Externalize BOM ingestion pipeline #633

nscuro · 2023-06-27T11:40:06Z

At the moment, processing of uploaded BOMs is happening entirely in-memory.

BomUploadProcessingTasks are enqueued to the internal task queue (see https://github.com/DependencyTrack/hyades/blob/main/WTF.md#why), and processed by the EventService thread pool.

The current design has some downsides:

When the API server crashes or is stopped, queued tasks are lost. Users have to re-upload their BOM again after the API server was restarted, which may or may not be practical, depending on the users' workflows.
Processing can not be shared among multiple instances of the API server.
We do not store the original BOM, because it is not practical to store many large documents in a RDBMS.
If BOMs are re-uploaded for the same project in close succession, we'll run into race conditions, as BOM ingestion is not executed in a single, large DB transaction.

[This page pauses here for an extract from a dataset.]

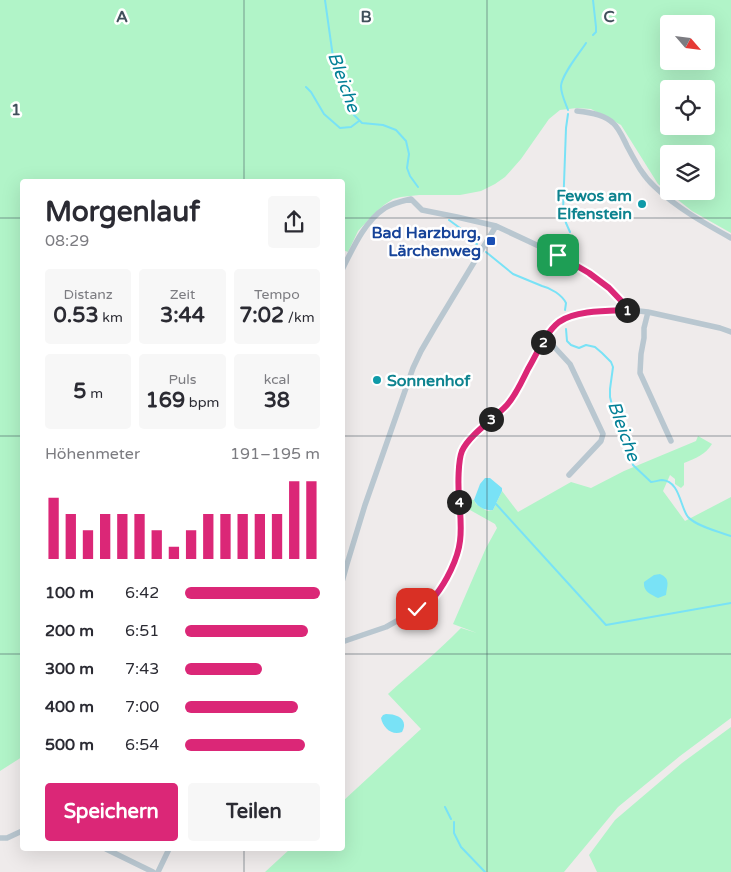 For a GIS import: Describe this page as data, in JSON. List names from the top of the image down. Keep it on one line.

The proposed enhancement involves storage of uploaded BOMs in a Koala-compatible system (e.g. the CycloneDX BOM Repository Server), and publishing "BOM uploaded" events to Kafka. Consumers (API server or specialized workers) consume from the Kafka topic, and perform the actual ingestion into the database.

Processing could then happen in a distributed fashion, by one or more API server instances (or even specialized workers).
Uploaded BOMs would not be lost in case an API server instance is stopped or crashes.
Original BOMs would be retained, and could be referenced by the DT UI.
- See BOM Retention Policy dependency-track#877
Kafka's consumer model would ensure that BOM uploads for the same project are processed serially.
Would allow for policies on original BOMs.
- See Policy: Add support for BOM in policy conditions dependency-track#773
If Koala was able to accept SPDX, but return CycloneDX, we could implement official support for SPDX ingestion.
- See Add support for SPDX v3 dependency-track#1746
Aids in achieving Achieve horizontal scalability of API server #375.

sequenceDiagram
    Client->>+API Server: Upload BOM
    API Server->>Koala: Upload BOM
    Koala->>Koala: Validate BOM
    Koala->>API Server: Location of BOM in Koala (URL)
    API Server->>API Server: Generate and persist correlation ID<br/>identifying the upload
    API Server->>Kafka: Publish event to "BOM uploaded" topic
    Note over API Server, Kafka: Key=Project UUID<br/>Value=Koala URL<br/>Header=Correlation ID
    API Server->>Client: Report correlation ID
    loop continuously
        API Server->>Kafka: Consume from "BOM uploaded" topic
        loop for each event
            API Server->>Koala: Fetch BOM
            API Server->>API Server: Process BOM
            alt processing failed
                API Server->>API Server: Update status of upload in DB to "failed"
                API Server->>Kafka: Publish event to "BOM Processing failed" topic
            else processing succeeded
                API Server->>API Server: Update status of upload in DB to "successful"
                API Server->>Kafka: Publish event to "BOM Processed" topic
                API Server->>API Server: Trigger vuln analysis etc.
            end
        end
    end

Warning
Because BOM processing can take up to multiple minutes for huge BOMs, it is not viable to perform processing in Kafka Streams, where short processing times are mandatory (see #529). We either need to offload processing to a separate thread pool, or write some custom logic around the low-level Kafka consumer.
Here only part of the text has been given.